Task item
Filter the records for "nowrap" and keep each line that has it.

Provided data Block Start

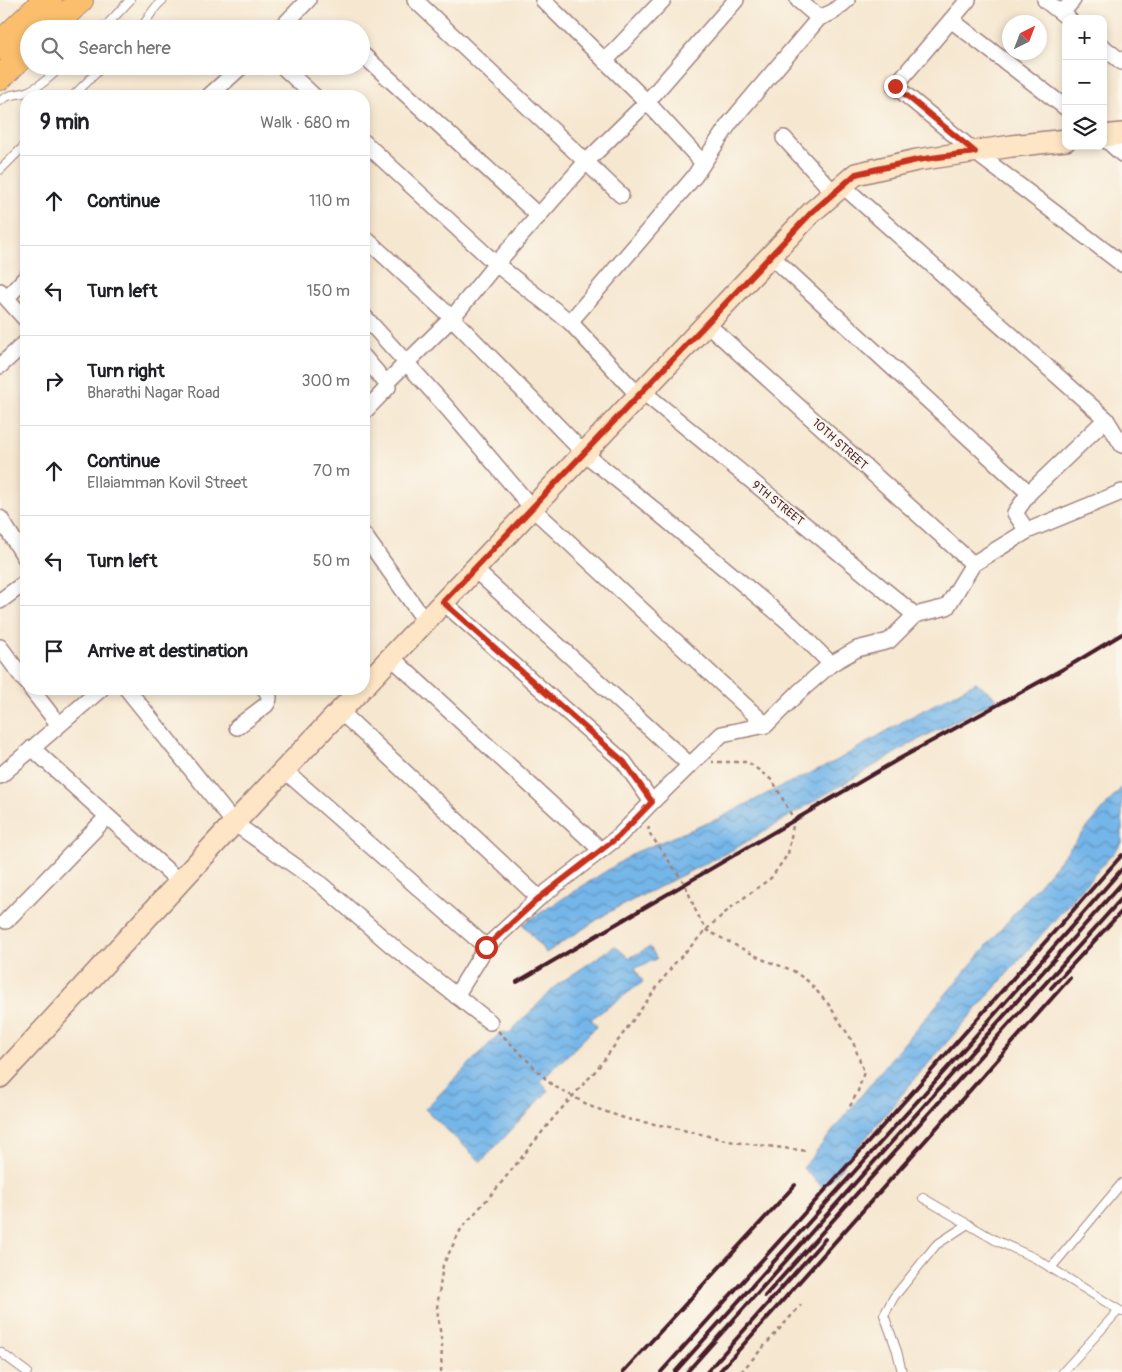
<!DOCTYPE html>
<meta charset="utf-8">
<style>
body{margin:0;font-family:Pangolin,sans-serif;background:#f6f6f6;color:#202124}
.controls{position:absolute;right:15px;top:15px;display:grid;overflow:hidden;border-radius:10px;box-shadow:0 2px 8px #0003}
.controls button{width:45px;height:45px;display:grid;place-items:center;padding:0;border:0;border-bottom:1px solid #e0e0e0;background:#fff;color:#202124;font:25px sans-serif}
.compass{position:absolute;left:1002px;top:15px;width:45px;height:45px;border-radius:50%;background:#fff;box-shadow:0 2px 8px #0003;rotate:42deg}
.stop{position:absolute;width:15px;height:15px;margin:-11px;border:4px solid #c8321e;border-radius:50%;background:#fff}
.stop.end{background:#c8321e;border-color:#fff;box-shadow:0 1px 5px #0008}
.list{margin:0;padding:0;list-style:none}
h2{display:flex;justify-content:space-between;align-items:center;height:65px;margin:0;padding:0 20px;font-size:21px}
h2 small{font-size:16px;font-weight:400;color:#757577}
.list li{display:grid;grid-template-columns:32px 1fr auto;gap:15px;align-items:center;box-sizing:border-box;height:90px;padding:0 20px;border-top:1px solid #e0e0e0}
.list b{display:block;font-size:19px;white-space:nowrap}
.list p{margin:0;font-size:16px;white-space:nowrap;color:#757577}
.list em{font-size:16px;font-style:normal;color:#757577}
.icon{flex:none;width:28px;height:28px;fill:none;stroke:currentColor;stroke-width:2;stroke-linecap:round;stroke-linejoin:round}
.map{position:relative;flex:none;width:1122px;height:1372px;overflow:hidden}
.search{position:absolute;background:#fff;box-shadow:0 2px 8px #0003;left:20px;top:20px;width:350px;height:55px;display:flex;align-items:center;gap:12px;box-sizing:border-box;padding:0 18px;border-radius:28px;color:#757577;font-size:19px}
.panel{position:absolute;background:#fff;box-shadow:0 2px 8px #0003;left:20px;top:90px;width:350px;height:605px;border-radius:20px}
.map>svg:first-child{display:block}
.water{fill:url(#water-waves);stroke:#5f6a8a}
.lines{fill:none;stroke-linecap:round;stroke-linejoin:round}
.lane-casing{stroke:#a0837e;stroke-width:10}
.street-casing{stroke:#a0837e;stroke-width:18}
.secondary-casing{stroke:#a0837e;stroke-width:24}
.primary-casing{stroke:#a0837e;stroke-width:26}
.highway-casing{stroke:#a0837e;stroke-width:30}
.path{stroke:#a0837e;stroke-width:2.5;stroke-dasharray:4 4;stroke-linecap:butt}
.lane{stroke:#fff;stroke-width:8}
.street{stroke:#fff;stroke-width:15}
.secondary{stroke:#fde5c5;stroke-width:21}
.primary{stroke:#fabe6d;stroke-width:24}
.highway{stroke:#fabe6d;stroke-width:28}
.rail{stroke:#4a1f2b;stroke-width:4}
.route{stroke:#c8321e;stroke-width:6}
.labels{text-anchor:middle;stroke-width:4;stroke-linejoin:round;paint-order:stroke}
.street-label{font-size:12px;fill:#4a1f2b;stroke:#fbf7ec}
</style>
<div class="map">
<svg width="1122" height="1372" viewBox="0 0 1122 1372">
<defs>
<pattern id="water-waves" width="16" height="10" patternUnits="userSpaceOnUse" patternTransform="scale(1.25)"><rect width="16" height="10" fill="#74b6e9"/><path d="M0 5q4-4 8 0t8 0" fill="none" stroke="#6193bd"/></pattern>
</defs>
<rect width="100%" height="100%" fill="#fbf7ec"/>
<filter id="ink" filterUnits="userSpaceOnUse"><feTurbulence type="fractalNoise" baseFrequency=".02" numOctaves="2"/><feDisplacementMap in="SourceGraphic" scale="10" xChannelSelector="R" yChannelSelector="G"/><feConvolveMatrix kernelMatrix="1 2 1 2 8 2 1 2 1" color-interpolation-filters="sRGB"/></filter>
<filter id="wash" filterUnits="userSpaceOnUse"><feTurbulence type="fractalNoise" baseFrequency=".0096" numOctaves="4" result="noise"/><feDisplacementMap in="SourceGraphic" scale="20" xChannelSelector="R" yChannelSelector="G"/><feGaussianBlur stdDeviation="1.12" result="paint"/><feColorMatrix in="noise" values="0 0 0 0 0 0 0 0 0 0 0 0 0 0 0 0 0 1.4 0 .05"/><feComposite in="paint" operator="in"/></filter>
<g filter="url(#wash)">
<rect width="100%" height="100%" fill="#f6e7d0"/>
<g class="water">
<polygon points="976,682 998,699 912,743 736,848 609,912 546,953 523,924 636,852 720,818 780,787 836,761 907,719"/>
<polygon points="1122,787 1122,843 919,1074 824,1188 803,1168 889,1061"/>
<polygon points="615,946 629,958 650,947 657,959 635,968 643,982 591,1019 597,1026 541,1081 548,1091 481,1162 425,1109 501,1032 509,1033 557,985"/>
</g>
</g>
<g filter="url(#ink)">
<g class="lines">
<g class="lane-casing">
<g id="lane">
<polyline points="103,29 130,0"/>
<path d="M 140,29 C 148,20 153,7 163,0"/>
<polyline points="73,96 103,66"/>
<path d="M 0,101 C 11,92 16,96 26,92 C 40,87 51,76 62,66"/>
<polyline points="0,170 26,144"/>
<polyline points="923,1198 995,1240 1035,1258 1122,1312"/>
<polyline points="1051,1268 1122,1183"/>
<polyline points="0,1352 27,1372"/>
<polyline points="902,1372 897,1351 884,1315 894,1297 936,1245 968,1224"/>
<polyline points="1063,1372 1119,1310"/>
</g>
</g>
<g class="street-casing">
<g id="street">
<polyline points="415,0 621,195"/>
<polyline points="543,0 647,102 703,163"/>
<polyline points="798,0 819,18"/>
<polyline points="968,0 895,86 975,152 1122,264"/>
<polyline points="1045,0 1069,19"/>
<polyline points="1062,13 1073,0"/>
<polyline points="951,20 1066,108"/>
<polyline points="280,29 308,0"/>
<polyline points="1103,47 1122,62"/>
<polyline points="361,53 539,216"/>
<polyline points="605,61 663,0"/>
<polyline points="282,66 314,96"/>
<polyline points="209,96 242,66"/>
<polyline points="1103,137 1122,154"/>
<polyline points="784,138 834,193"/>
<polyline points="364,142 496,264 570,322"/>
<polyline points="843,186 1106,419 1122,445"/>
<polyline points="364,237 452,318 584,453 651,507 792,625 831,664 799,692 766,725 722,734 652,802 618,837 539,898 486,947 456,996"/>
<polyline points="770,255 1029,493"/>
<polyline points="0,291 26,320"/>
<polyline points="7,298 26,277"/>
<polyline points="364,316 449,410 532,508 766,725"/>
<polyline points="706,323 973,564"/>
<polyline points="364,357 386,383 388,387 364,412"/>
<polyline points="0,366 26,342"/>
<polyline points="386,383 452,318 496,264 586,162 647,102 736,0"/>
<polyline points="642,391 915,615"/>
<polyline points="638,395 570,322 694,177 729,124 819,18 833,12 847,0"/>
<polyline points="0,518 26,559"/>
<polyline points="1027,531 1015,513 1029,493 1106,419"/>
<polyline points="364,535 425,621"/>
<polyline points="474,569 690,765"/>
<polyline points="0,601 26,582"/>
<polyline points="443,602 624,762 652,802"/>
<polyline points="0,647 26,682"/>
<polyline points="391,657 601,850"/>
<polyline points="831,664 857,649 889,641 915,615 947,607 973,564 1027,531 1122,492"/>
<polyline points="31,689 59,725"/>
<polyline points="127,689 234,823 318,882 391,945 490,1022"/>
<polyline points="340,711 539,898"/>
<path d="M 237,727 L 266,705 C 271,698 269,695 265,689"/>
<polyline points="32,748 180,882"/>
<polyline points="284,770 486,947"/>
<polyline points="0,776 101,689"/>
<polyline points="6,921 107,817"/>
</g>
</g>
<g class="secondary-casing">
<g id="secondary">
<polyline points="1103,136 1122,134"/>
<polyline points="364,686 812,212 856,174 917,160 1012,146 1066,140"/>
<polyline points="0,1077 234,823 361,689"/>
</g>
</g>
<g class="primary-casing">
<g id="primary">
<polyline points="51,29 81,0"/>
<polyline points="0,78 29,50"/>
</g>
</g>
<g class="highway-casing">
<polyline id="highway" points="0,46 48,0"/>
</g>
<g class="path">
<polyline points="649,826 648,831 685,884 697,914 706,930 764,960 792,970 809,982 829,1005 853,1042 864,1072 858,1091 848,1110"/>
<polyline points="498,1031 552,1085 592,1107 627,1119 670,1127 734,1142 807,1151"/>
<polyline points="441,1372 442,1345 437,1308 443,1265 461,1229 497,1188 555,1116 598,1068 674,964 711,925 734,905 771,878 788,854 794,820 773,781 748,762 712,762"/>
<polyline points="741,1372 801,1305"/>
</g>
<use href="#lane" class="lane"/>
<use href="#street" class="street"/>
<use href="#secondary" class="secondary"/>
<use href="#primary" class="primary"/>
<use href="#highway" class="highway"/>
<g class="rail">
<polyline points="517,982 899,759 1074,663 1122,634"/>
<polyline points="1051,988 1122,911"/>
<polyline points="765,1296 1122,898"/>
<polyline points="623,1372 795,1185"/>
<polyline points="661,1372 864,1147 1122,855"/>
<polyline points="675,1372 957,1057 1122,869"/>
<polyline points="687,1372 1122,883"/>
<polyline points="707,1372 825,1239"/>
<polyline points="719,1372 1070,978"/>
</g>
</g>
</g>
<g class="lines" filter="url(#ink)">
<polyline class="route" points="486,947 539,898 618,837 652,802 624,762 443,602 812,212 856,174 917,160 975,152 895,86"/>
</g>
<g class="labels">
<g class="street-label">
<text transform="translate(840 444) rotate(42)" y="4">10TH STREET</text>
<text transform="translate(778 503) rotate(39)" y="4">9TH STREET</text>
</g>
</g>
</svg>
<div class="controls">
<button>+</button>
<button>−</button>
<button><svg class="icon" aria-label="layers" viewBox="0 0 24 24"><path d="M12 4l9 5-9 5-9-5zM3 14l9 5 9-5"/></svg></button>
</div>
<svg class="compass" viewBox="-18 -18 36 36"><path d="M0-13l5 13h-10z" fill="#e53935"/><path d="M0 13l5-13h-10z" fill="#757577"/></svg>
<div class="stop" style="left:486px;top:947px"></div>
<div class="stop end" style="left:895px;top:86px"></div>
<div class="search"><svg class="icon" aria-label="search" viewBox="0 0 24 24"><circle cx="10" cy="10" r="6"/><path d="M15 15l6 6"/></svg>Search here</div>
<section class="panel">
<h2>9 min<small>Walk · 680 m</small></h2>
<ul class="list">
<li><svg class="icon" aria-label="ahead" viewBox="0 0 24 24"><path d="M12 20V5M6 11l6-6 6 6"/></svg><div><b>Continue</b></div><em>110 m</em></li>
<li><svg class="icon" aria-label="left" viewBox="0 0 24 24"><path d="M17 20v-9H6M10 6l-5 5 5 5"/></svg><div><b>Turn left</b></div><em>150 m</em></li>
<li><svg class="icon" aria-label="right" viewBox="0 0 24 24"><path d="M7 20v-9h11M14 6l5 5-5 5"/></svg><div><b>Turn right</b><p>Bharathi Nagar Road</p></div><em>300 m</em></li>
<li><svg class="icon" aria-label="ahead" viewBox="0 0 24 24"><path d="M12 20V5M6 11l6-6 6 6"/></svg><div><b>Continue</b><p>Ellaiamman Kovil Street</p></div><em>70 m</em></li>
<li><svg class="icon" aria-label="left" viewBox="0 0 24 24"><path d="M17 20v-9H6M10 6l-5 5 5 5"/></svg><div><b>Turn left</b></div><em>50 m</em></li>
<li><svg class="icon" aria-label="arrive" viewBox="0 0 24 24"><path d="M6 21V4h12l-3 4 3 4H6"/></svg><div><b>Arrive at destination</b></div></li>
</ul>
</section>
</div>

Provided data Block End

Answer to this problem
.list b{display:block;font-size:19px;white-space:nowrap}
.list p{margin:0;font-size:16px;white-space:nowrap;color:#757577}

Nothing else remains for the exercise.